[[ Supplied data, beginning ]]

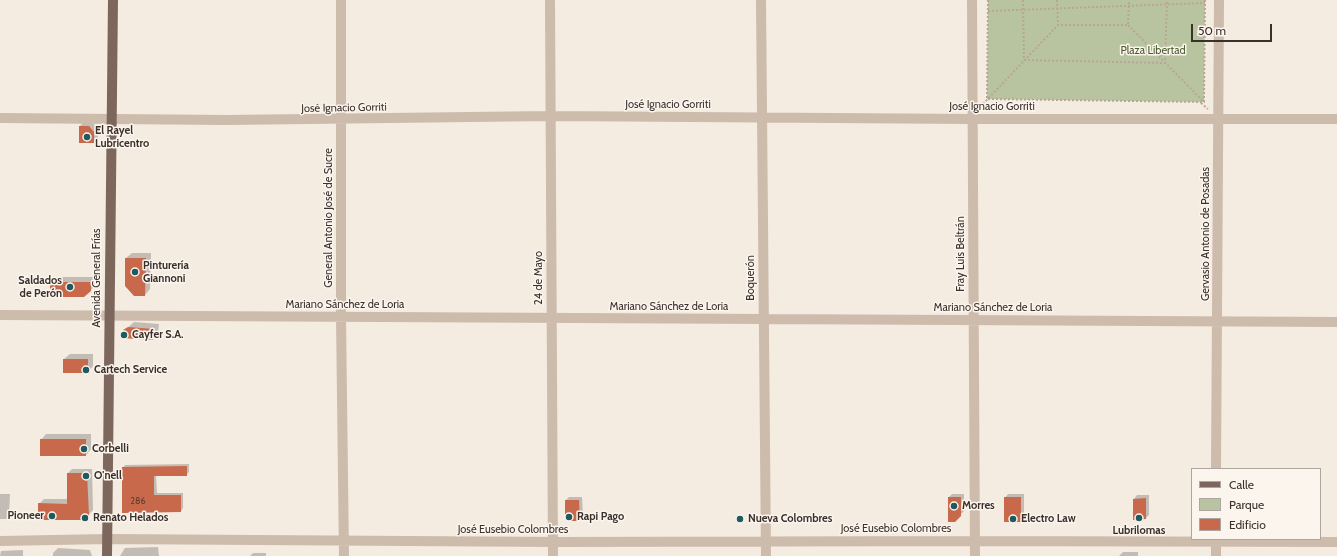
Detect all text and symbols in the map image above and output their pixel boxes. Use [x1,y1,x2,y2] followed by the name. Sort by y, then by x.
[1193,16,1274,42] scale bar
[1198,23,1226,38] text: 50 m
[1120,44,1186,58] park label: Plaza Libertad
[625,98,711,112] street label: José Ignacio Gorriti
[949,100,1035,114] street label: José Ignacio Gorriti
[301,101,387,115] street label: José Ignacio Gorriti
[95,124,149,150] place label: El Rayel Lubricentro
[82,132,92,142] marker: El Rayel Lubricentro
[322,148,336,288] street label: General Antonio José de Sucre
[1199,167,1213,301] street label: Gervasio Antonio de Posadas
[954,216,968,292] street label: Fray Luis Beltrán
[90,228,104,328] street label: Avenida General Frías
[532,251,546,305] street label: 24 de Mayo
[744,255,758,301] street label: Boquerón
[143,259,189,285] place label: Pinturería Giannoni
[130,267,140,277] marker: Pinturería Giannoni
[18,274,62,300] place label: Saldados de Perón
[65,282,75,292] marker: Saldados de Perón
[286,298,404,312] street label: Mariano Sánchez de Loria
[610,300,728,314] street label: Mariano Sánchez de Loria
[934,301,1052,315] street label: Mariano Sánchez de Loria
[132,328,183,342] place label: Cayfer S.A.
[119,330,129,340] marker: Cayfer S.A.
[94,363,167,377] place label: Cartech Service
[81,365,91,375] marker: Cartech Service
[92,442,129,456] place label: Corbelli
[79,444,89,454] marker: Corbelli
[1191,468,1321,540] legend
[94,469,122,483] place label: O'nell
[81,471,91,481] marker: O'nell
[1229,477,1254,492] text: Calle
[130,496,146,506] house number: 286
[1229,497,1264,512] text: Parque
[962,499,995,513] place label: Morres
[949,501,959,511] marker: Morres
[8,509,44,523] place label: Pioneer
[577,510,624,524] place label: Rapi Pago
[47,511,57,521] marker: Pioneer
[93,511,168,525] place label: Renato Helados
[564,512,574,522] marker: Rapi Pago
[748,512,832,526] place label: Nueva Colombres
[1021,512,1076,526] place label: Electro Law
[80,513,90,523] marker: Renato Helados
[1134,513,1144,523] marker: Lubrilomas
[735,514,745,524] marker: Nueva Colombres
[1008,514,1018,524] marker: Electro Law
[1229,517,1266,532] text: Edificio
[841,522,951,536] street label: José Eusebio Colombres
[458,523,568,537] street label: José Eusebio Colombres
[1113,524,1165,538] place label: Lubrilomas

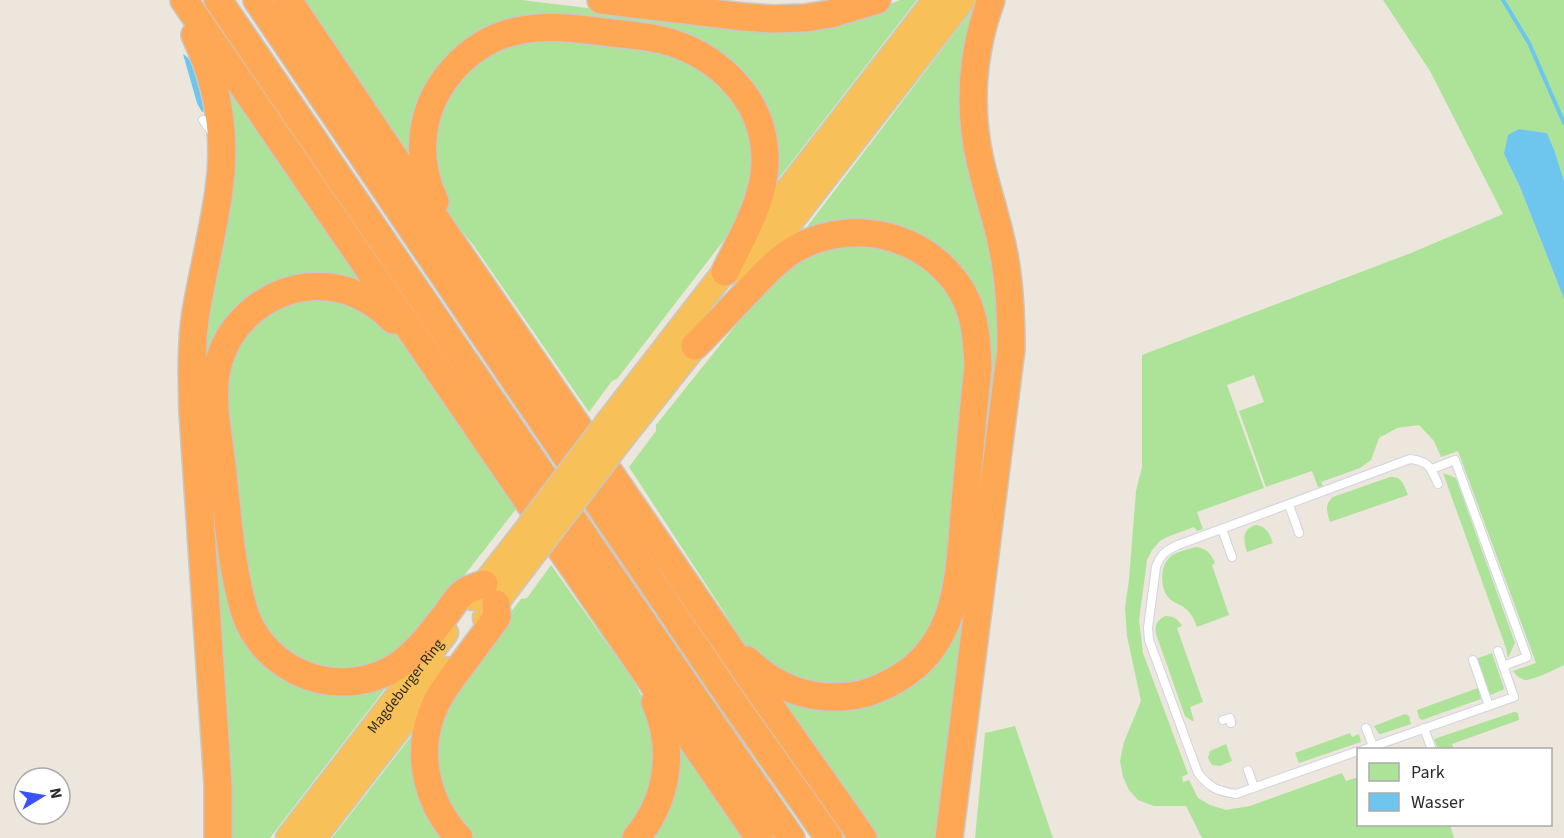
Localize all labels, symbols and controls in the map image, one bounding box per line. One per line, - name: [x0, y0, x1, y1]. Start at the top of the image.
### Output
- street label: Magdeburger Ring: [362, 634, 449, 738]
- legend: [1357, 748, 1552, 826]
- text: Park: [1411, 760, 1445, 785]
- north arrow: [12, 766, 72, 826]
- text: N: [44, 786, 68, 801]
- text: Wasser: [1411, 790, 1465, 815]

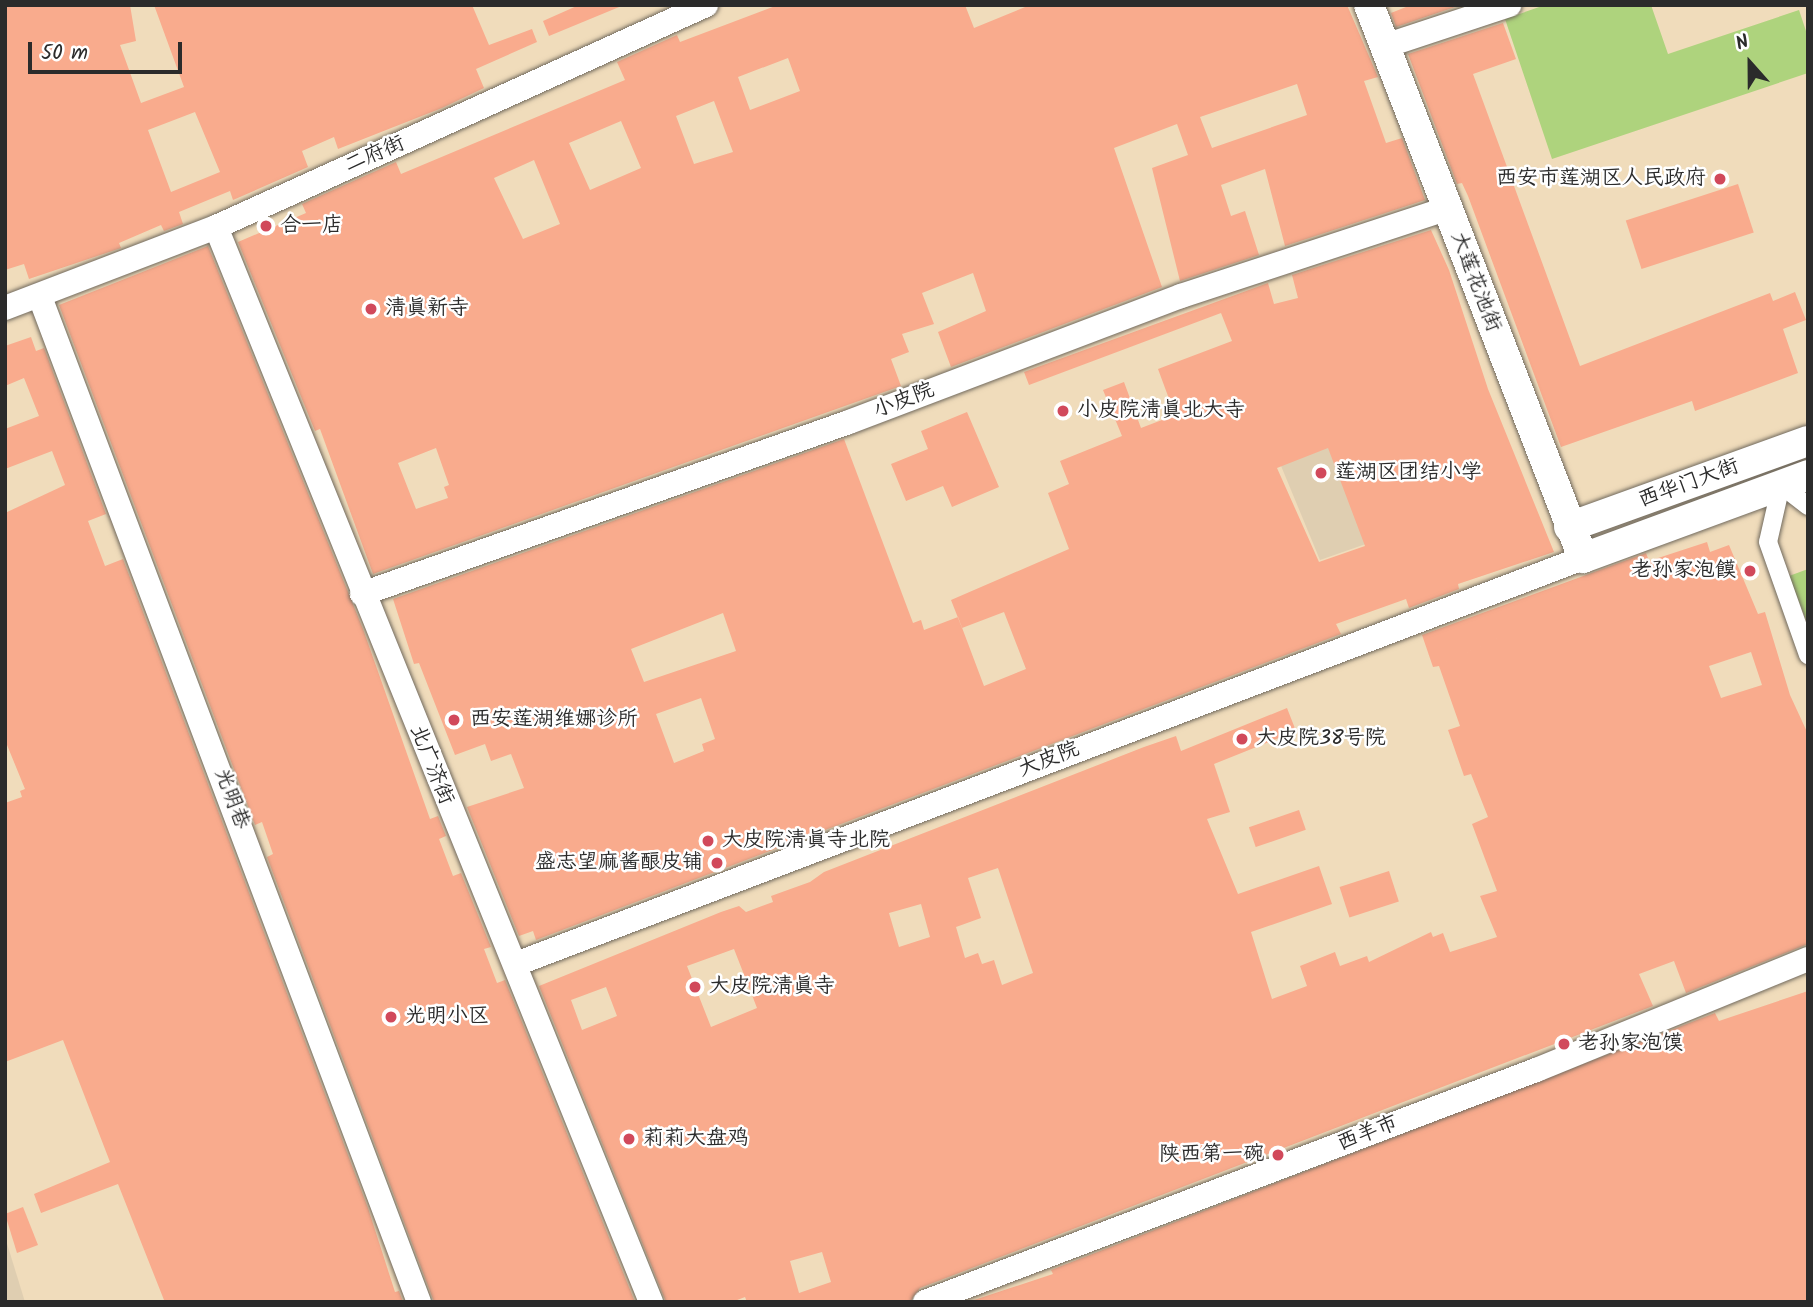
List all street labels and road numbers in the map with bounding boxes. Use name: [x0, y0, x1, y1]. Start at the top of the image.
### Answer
street label: 二府街: [341, 131, 409, 179]
street label: 大莲花池街: [1444, 228, 1506, 336]
street label: 小皮院: [870, 378, 938, 424]
street label: 西华门大街: [1635, 454, 1743, 514]
street label: 北广济街: [404, 721, 458, 809]
street label: 大皮院: [1015, 737, 1083, 783]
street label: 光明巷: [208, 765, 254, 833]
street label: 西羊市: [1334, 1111, 1402, 1157]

[[ Supplied data, end ]]

== Exercise requirements ==
Please report every line in the entries above that holds the string "Start".

== Result of this task ==
Localize all labels, symbols and controls in the map image, one bounding box per line. One per line, - name: [x0, y0, x1, y1]. Start at the top of the image.
List all street labels and road numbers in the map with bounding boxes. Use name: [x0, y0, x1, y1]. Start at the top of the image.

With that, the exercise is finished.